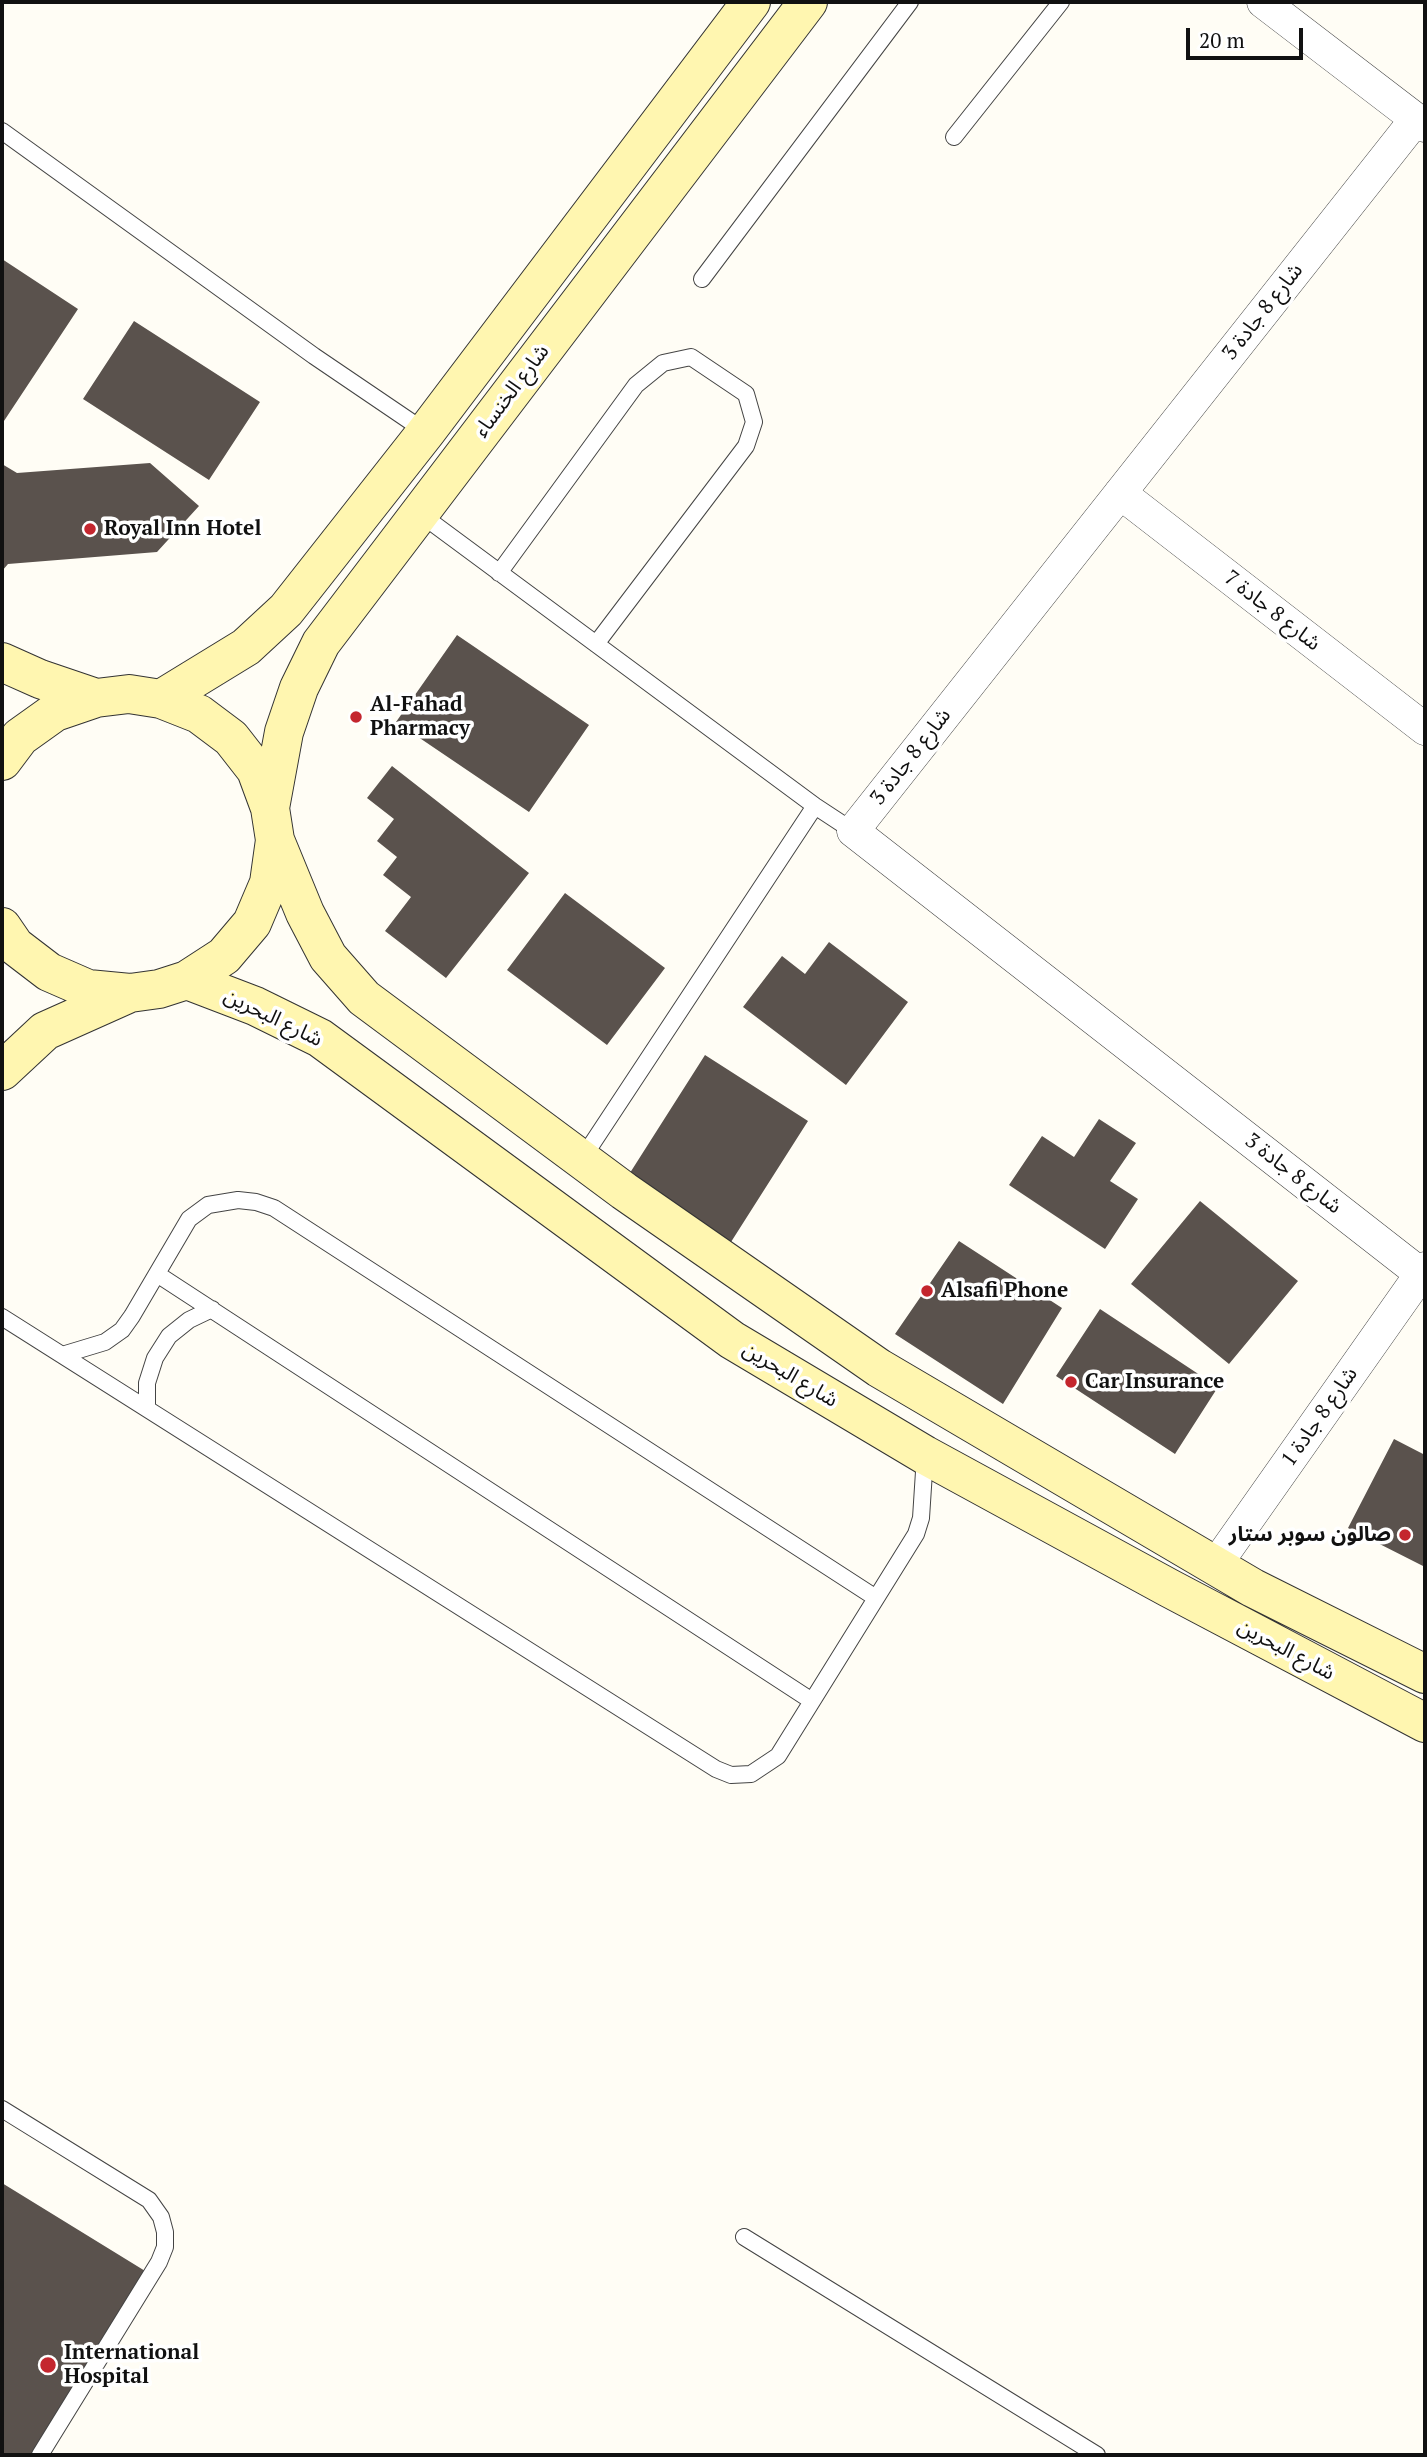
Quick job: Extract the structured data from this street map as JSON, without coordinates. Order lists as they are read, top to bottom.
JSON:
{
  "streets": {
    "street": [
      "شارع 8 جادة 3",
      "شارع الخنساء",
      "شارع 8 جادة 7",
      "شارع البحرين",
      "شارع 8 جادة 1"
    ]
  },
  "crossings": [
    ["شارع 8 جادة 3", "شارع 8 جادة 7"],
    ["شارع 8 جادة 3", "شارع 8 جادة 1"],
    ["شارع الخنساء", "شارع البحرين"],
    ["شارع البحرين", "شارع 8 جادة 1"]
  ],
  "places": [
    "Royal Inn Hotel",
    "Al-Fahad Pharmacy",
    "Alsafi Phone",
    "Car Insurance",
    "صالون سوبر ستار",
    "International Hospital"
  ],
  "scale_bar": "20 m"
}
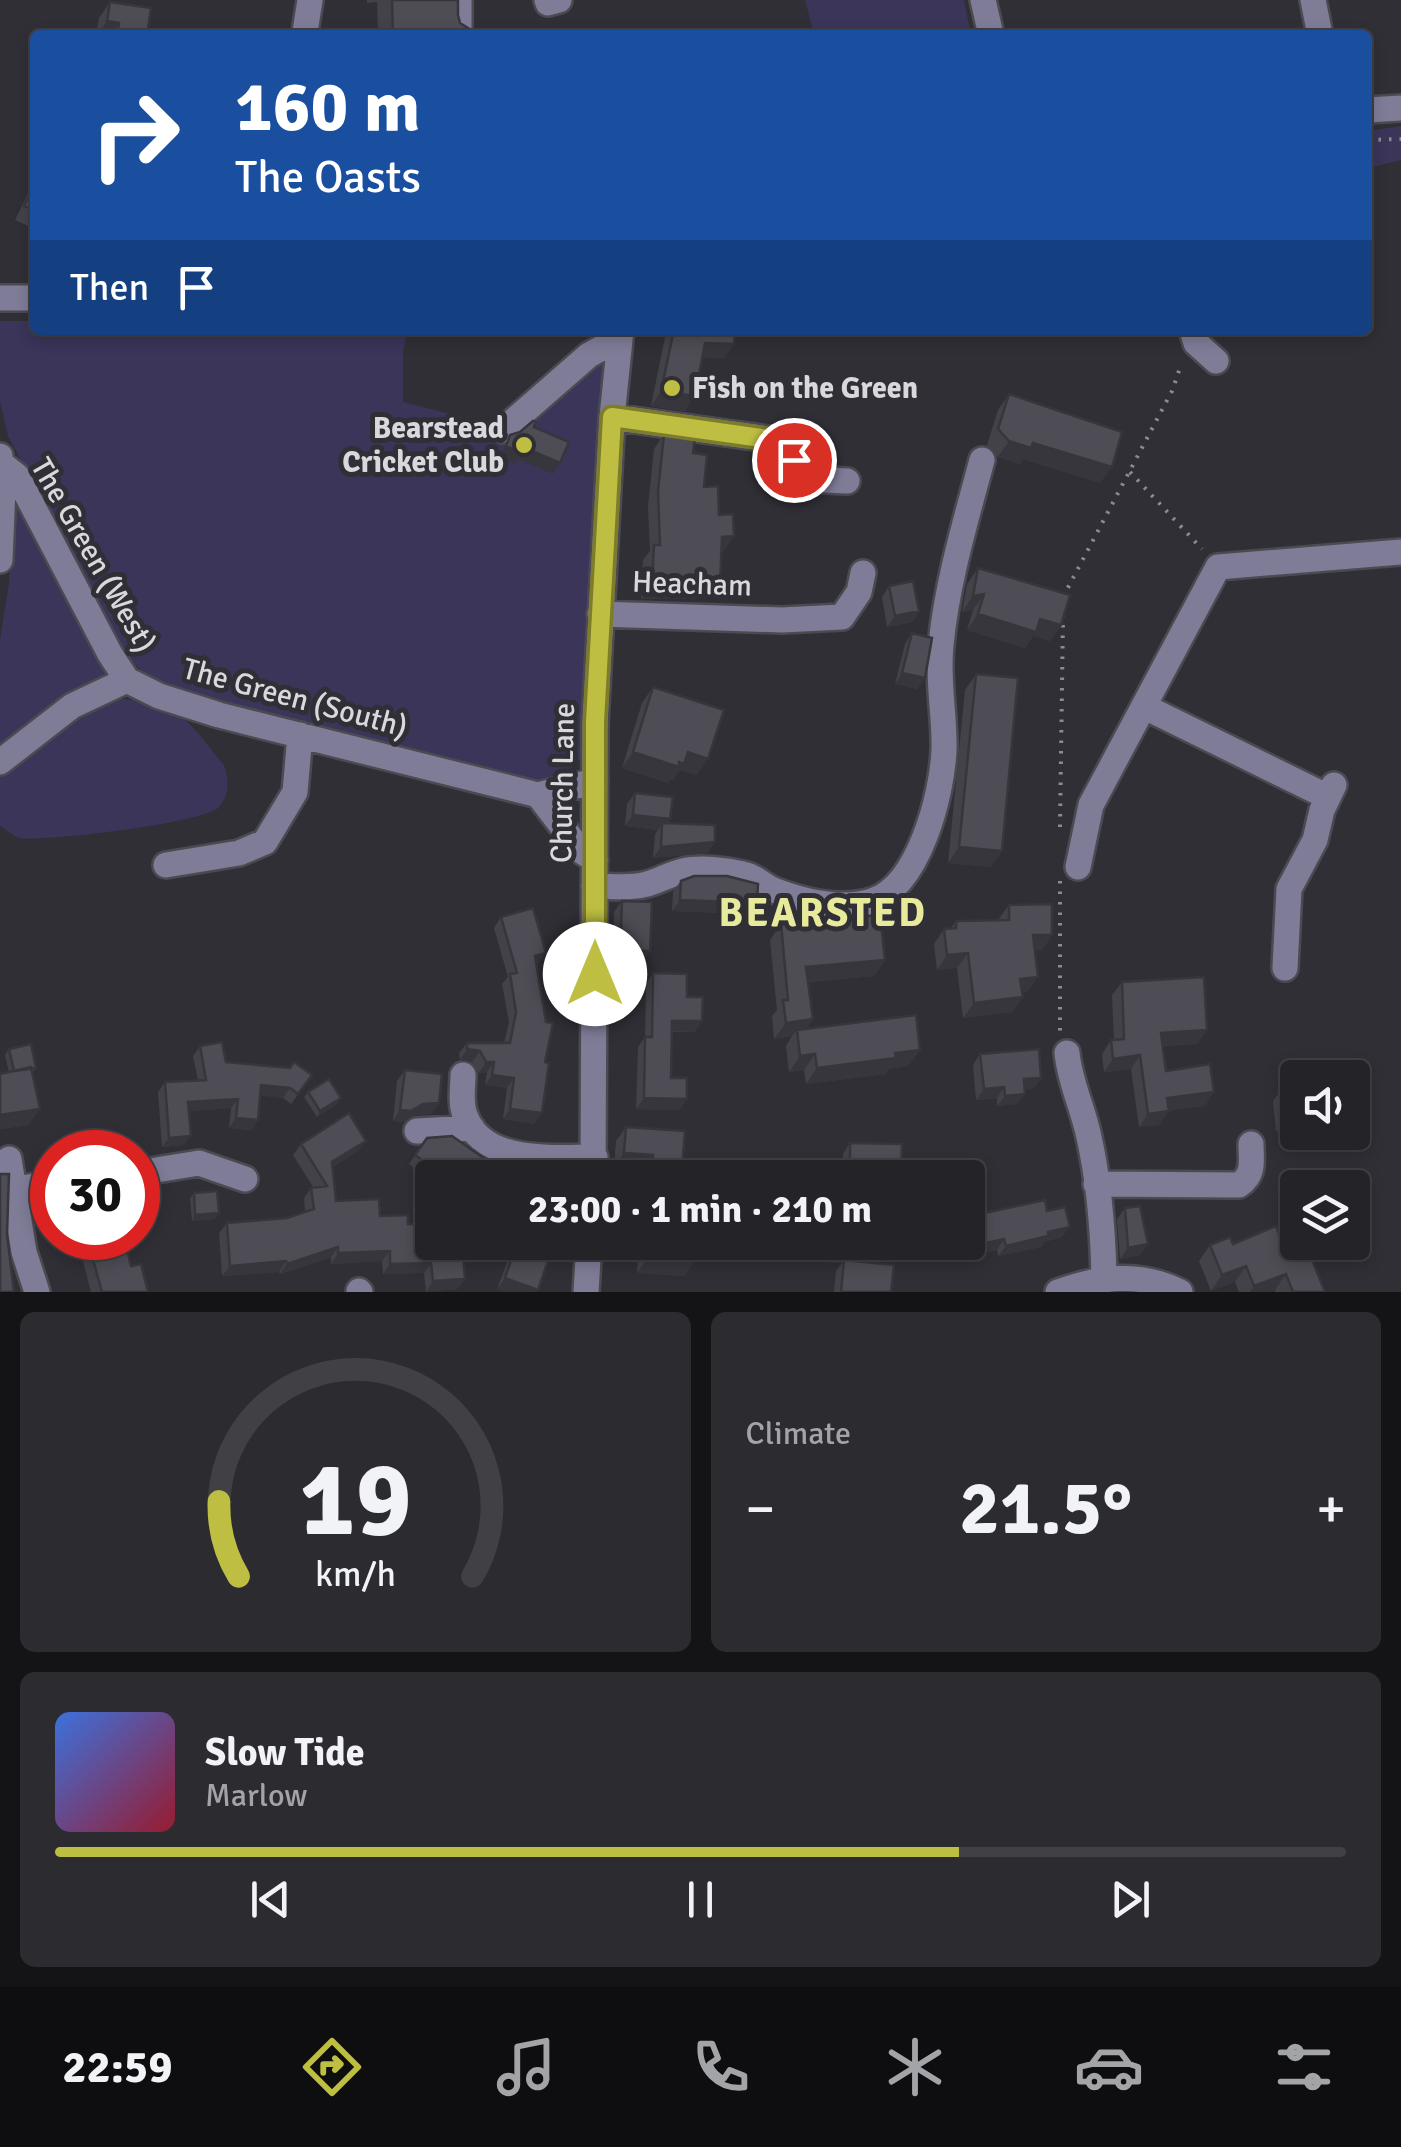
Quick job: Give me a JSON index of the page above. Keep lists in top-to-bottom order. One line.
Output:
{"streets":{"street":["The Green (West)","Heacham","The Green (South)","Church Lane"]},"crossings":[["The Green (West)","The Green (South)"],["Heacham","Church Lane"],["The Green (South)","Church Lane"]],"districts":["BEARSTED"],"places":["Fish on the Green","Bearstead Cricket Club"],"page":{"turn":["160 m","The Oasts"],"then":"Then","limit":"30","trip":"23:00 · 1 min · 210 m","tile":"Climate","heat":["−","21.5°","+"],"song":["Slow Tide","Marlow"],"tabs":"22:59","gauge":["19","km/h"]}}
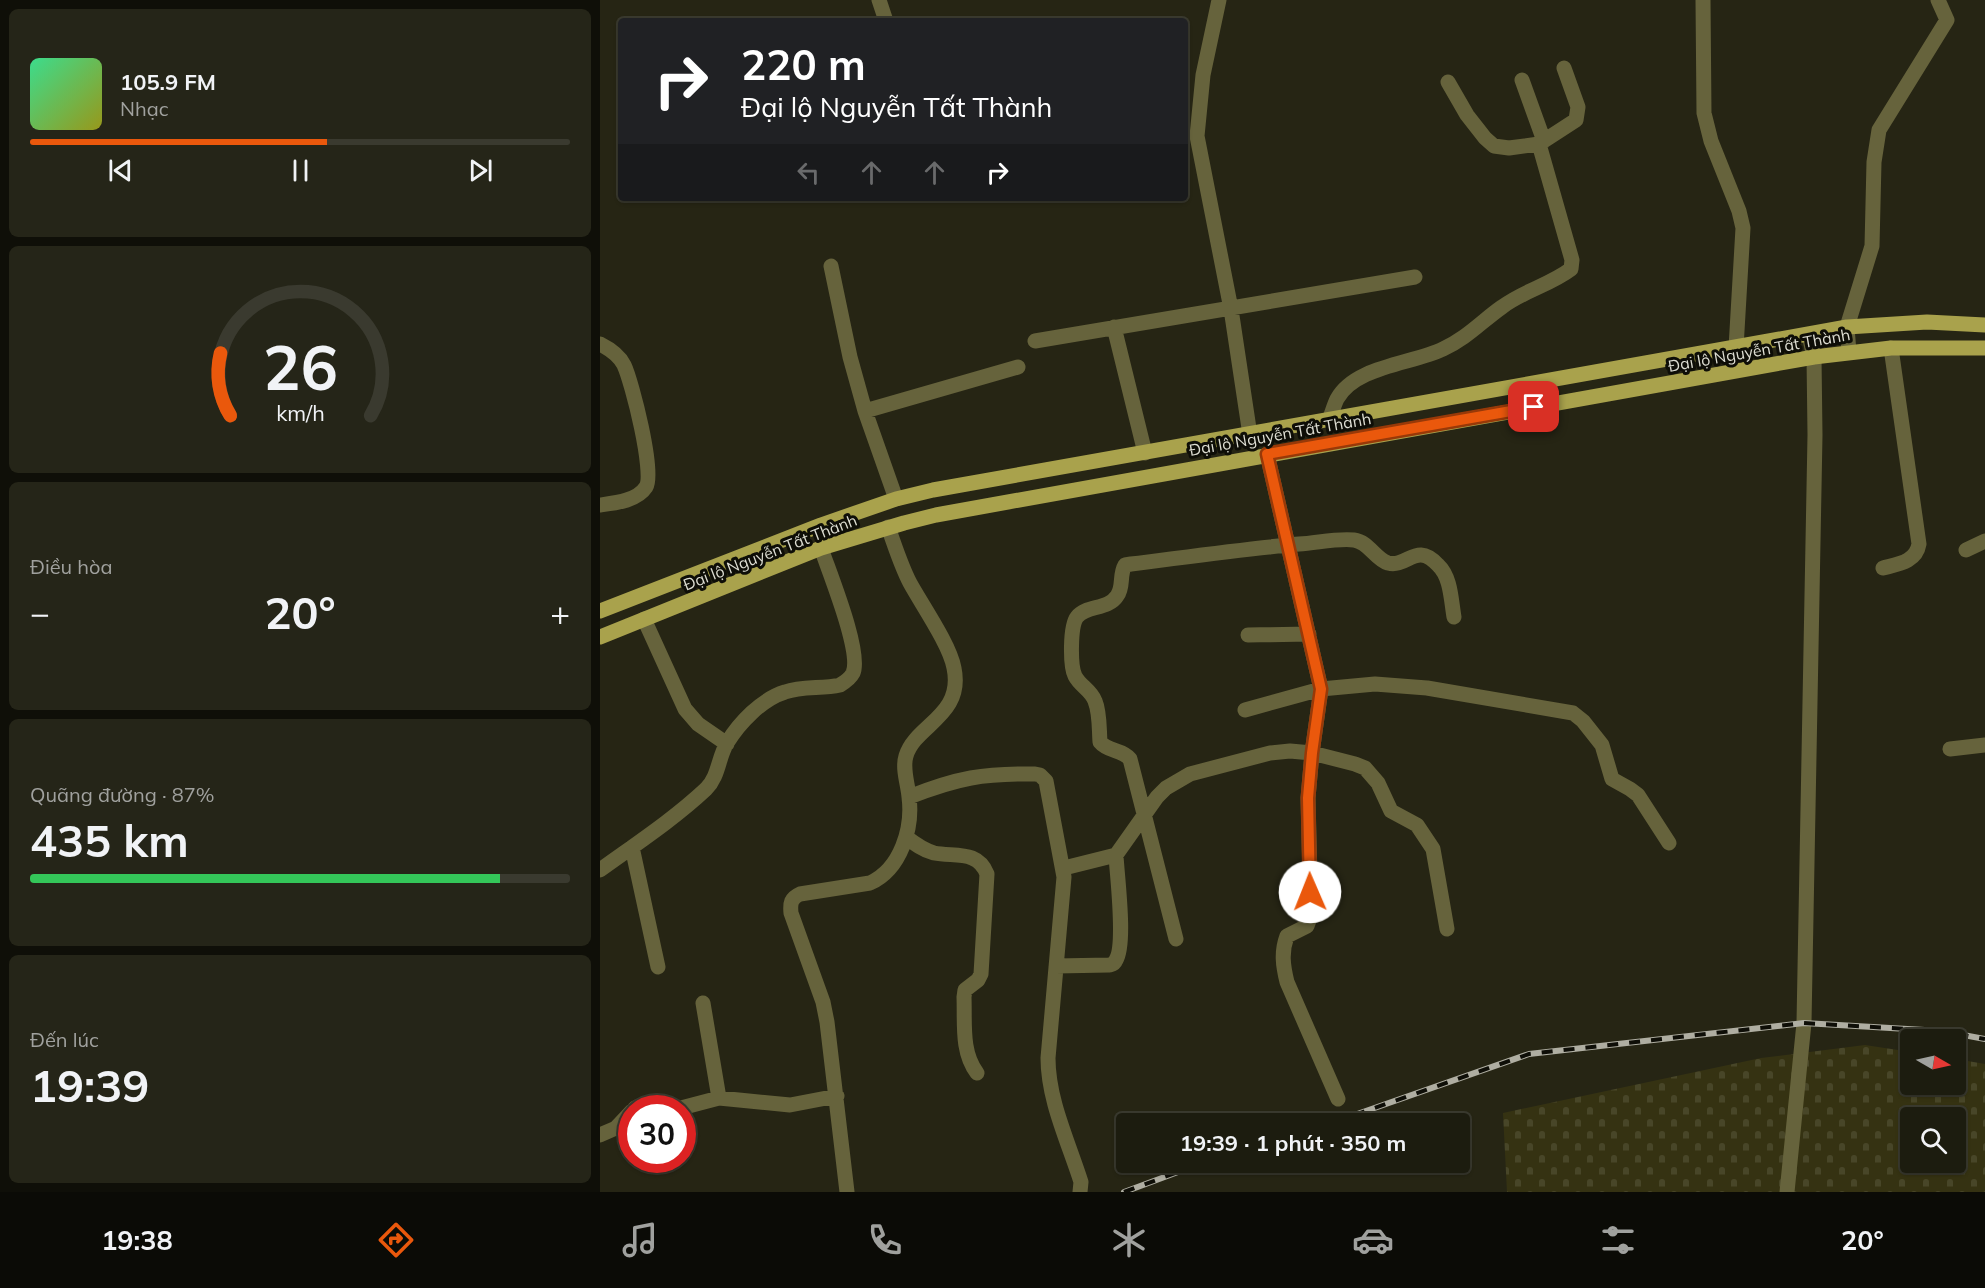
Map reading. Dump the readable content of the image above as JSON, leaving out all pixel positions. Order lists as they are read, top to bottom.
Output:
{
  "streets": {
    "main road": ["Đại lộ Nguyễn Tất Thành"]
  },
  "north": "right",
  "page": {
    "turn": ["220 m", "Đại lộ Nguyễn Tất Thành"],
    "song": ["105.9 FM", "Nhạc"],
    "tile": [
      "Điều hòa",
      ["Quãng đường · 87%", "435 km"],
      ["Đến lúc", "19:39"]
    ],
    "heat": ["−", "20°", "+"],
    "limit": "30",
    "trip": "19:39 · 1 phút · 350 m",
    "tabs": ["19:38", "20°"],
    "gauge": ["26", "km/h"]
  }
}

PROBLEM DESCRIPTION: Reproduce each record above by retyping it exactly; omit all images.

TASK RESPONSE:
Quick job: Extract the structured data from this street map as JSON, without coordinates. Order lists as they are read, top to bottom.
JSON:
{
  "streets": {
    "street": [
      "شارع 8 جادة 3",
      "شارع الخنساء",
      "شارع 8 جادة 7",
      "شارع البحرين",
      "شارع 8 جادة 1"
    ]
  },
  "crossings": [
    ["شارع 8 جادة 3", "شارع 8 جادة 7"],
    ["شارع 8 جادة 3", "شارع 8 جادة 1"],
    ["شارع الخنساء", "شارع البحرين"],
    ["شارع البحرين", "شارع 8 جادة 1"]
  ],
  "places": [
    "Royal Inn Hotel",
    "Al-Fahad Pharmacy",
    "Alsafi Phone",
    "Car Insurance",
    "صالون سوبر ستار",
    "International Hospital"
  ],
  "scale_bar": "20 m"
}
Quick job: Give me a JSON index of the page above. Keep lists in top-to-bottom order. One line.
Output:
{"streets":{"street":["The Green (West)","Heacham","The Green (South)","Church Lane"]},"crossings":[["The Green (West)","The Green (South)"],["Heacham","Church Lane"],["The Green (South)","Church Lane"]],"districts":["BEARSTED"],"places":["Fish on the Green","Bearstead Cricket Club"],"page":{"turn":["160 m","The Oasts"],"then":"Then","limit":"30","trip":"23:00 · 1 min · 210 m","tile":"Climate","heat":["−","21.5°","+"],"song":["Slow Tide","Marlow"],"tabs":"22:59","gauge":["19","km/h"]}}
Map reading. Dump the readable content of the image above as JSON, leaving out all pixel positions. Order lists as they are read, top to bottom.
Output:
{
  "streets": {
    "main road": ["Đại lộ Nguyễn Tất Thành"]
  },
  "north": "right",
  "page": {
    "turn": ["220 m", "Đại lộ Nguyễn Tất Thành"],
    "song": ["105.9 FM", "Nhạc"],
    "tile": [
      "Điều hòa",
      ["Quãng đường · 87%", "435 km"],
      ["Đến lúc", "19:39"]
    ],
    "heat": ["−", "20°", "+"],
    "limit": "30",
    "trip": "19:39 · 1 phút · 350 m",
    "tabs": ["19:38", "20°"],
    "gauge": ["26", "km/h"]
  }
}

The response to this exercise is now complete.